Recently I was included in a conversation about the
“Wesleyan Quadrilateral” – Scripture, Tradition,
Reason, and Experience. The phrase was coined by
Albert Outler, who later regretted that he had phrased it the way he did, as it has led to a lot of confusion. The four criteria for theological formulation have been hotly debated in Methodist circles for decades. Some have interpreted the phrase “quadrilateral” as suggesting equality among the four. The blue circular diagram included here is a representation that seems to capture the essence of the relationship among the four components to me, reason, tradition, and experience overlapping and contained within and dependent upon the authority of Scripture.
But in 2005 an Asbury Seminary professor, Dr. Paul Wesley Chilcote, offered another image that illuminates the relationship among the various aspects. He relates observing a mobile hanging over his daughter’s crib and realized that the image offered a plausible description for thinking about this dynamic concept. The top disk he called “Scripture”. Reason, Tradition, and Experience were attached to it. A student of his suggested that a wind chime is even more descriptive than a mobile.

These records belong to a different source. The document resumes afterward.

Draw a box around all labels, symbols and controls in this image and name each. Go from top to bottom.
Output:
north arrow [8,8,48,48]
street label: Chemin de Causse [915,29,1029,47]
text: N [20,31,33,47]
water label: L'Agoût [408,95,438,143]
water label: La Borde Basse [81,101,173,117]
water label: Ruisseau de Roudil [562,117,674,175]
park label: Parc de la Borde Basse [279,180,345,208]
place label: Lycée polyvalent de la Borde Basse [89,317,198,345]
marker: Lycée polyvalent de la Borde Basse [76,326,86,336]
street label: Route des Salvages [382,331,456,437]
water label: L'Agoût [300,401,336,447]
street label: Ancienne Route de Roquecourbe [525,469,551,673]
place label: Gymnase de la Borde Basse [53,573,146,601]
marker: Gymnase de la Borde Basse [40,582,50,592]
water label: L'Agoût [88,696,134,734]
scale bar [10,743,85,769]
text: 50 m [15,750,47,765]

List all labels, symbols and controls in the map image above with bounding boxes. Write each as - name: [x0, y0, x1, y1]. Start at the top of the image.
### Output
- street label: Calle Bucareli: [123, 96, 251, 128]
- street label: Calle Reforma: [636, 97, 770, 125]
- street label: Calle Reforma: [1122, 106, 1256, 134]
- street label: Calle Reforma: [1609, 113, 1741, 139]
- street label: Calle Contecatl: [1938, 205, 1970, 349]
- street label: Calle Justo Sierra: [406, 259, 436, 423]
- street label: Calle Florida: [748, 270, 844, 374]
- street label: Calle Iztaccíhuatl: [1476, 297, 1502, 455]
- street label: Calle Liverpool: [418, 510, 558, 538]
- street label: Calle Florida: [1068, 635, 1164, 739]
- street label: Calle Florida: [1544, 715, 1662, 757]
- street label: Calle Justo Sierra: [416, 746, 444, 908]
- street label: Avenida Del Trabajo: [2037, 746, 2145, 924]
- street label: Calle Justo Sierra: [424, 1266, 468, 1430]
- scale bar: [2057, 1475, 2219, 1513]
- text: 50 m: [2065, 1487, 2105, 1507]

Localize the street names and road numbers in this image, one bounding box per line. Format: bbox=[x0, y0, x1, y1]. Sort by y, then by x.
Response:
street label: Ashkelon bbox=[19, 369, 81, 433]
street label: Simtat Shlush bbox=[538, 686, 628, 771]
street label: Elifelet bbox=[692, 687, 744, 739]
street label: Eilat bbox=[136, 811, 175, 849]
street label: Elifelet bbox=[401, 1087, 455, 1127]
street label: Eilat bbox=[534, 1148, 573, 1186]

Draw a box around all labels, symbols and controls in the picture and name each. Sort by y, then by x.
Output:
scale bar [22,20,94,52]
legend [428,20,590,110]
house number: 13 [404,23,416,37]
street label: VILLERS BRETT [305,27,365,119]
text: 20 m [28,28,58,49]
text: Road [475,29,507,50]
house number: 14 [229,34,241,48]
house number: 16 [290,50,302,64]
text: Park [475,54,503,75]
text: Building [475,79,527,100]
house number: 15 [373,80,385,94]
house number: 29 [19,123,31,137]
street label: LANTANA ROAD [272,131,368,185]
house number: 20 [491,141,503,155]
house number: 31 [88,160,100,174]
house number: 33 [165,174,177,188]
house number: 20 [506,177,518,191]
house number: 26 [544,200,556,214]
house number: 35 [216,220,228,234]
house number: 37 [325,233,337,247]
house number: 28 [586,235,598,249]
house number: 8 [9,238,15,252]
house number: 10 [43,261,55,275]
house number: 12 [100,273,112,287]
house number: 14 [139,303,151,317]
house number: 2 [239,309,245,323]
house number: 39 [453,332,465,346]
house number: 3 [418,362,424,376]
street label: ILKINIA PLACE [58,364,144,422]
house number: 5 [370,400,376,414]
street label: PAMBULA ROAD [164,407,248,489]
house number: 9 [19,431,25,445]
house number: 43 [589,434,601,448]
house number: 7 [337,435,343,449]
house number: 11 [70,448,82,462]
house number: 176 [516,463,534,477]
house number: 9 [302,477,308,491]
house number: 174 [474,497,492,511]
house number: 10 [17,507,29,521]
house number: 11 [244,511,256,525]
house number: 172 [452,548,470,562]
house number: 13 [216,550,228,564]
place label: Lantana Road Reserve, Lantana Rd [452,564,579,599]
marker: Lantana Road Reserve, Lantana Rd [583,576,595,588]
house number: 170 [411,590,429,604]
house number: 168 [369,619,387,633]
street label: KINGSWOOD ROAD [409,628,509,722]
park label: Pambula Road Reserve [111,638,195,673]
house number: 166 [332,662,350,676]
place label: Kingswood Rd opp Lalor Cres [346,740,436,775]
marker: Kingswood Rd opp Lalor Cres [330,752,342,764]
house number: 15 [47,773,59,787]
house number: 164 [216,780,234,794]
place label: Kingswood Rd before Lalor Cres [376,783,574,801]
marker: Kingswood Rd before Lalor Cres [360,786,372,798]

He wrote in Good News Magazine in 2005: “In this wind chime image, Scripture, again has central place. It is the foundation, the base, the primary source and criterion for Christian doctrine and life. But Scripture itself must be balanced by the counterweight of the chimes (tradition, reason, and experience), all of which are tied directly into the biblical witness. None of these stands, as it were, independent of the Scripture or of the other norms with which each interacts. Each has its own voice that needs to sound out for music to be made….Moreover, the music of these chimes is not produced by their collision. Rather, in most wind chimes, a clapper or ball is suspended from the very center of the base..rooted as it were in the heart of Scripture…swinging back and forth among the chimes to strike the tones. This ball is, for me, the community of faith, the church, that is involved in a dynamic way with each and all of these norms related to Christian praxis. One final touch. The purpose of the wind chime is to make music. If there is no wind, then the chimes stand stagnant, purposeless, and silent. But when the wind blows..when a dynamic force sets the wind chime in motion.. then the music begins. The wind in this image is, of course, the Holy Spirit. It is the Spirit that, as the Wesleys would say, animates the whole. When the fresh wind of the Spirit blows, and the church struggles to deal with the issues, questions, and concerns of the day in this dynamic way, the consequence is a song. …The music comes nonetheless from our faithful interaction with God’s Word. “
It was my thinking about the Wesleyan Quadrilateral in 1997 and my dismay in seeing how some issues were being handled within the Methodist Church by elevating reason, experience, or tradition above Scripture as the justification for action that led me to meditate on it, write about it and discuss it with my pastor at the time.
I’ve pretty well satisfied in my own mind how to think about these four criteria for weighing truth and their relationship to doctrine. And, I think that Methodist leaders have rightly described them in the Discipline as it is today: The Scriptures are “illumined by tradition, vivified in personal experience, and confirmed by reason.”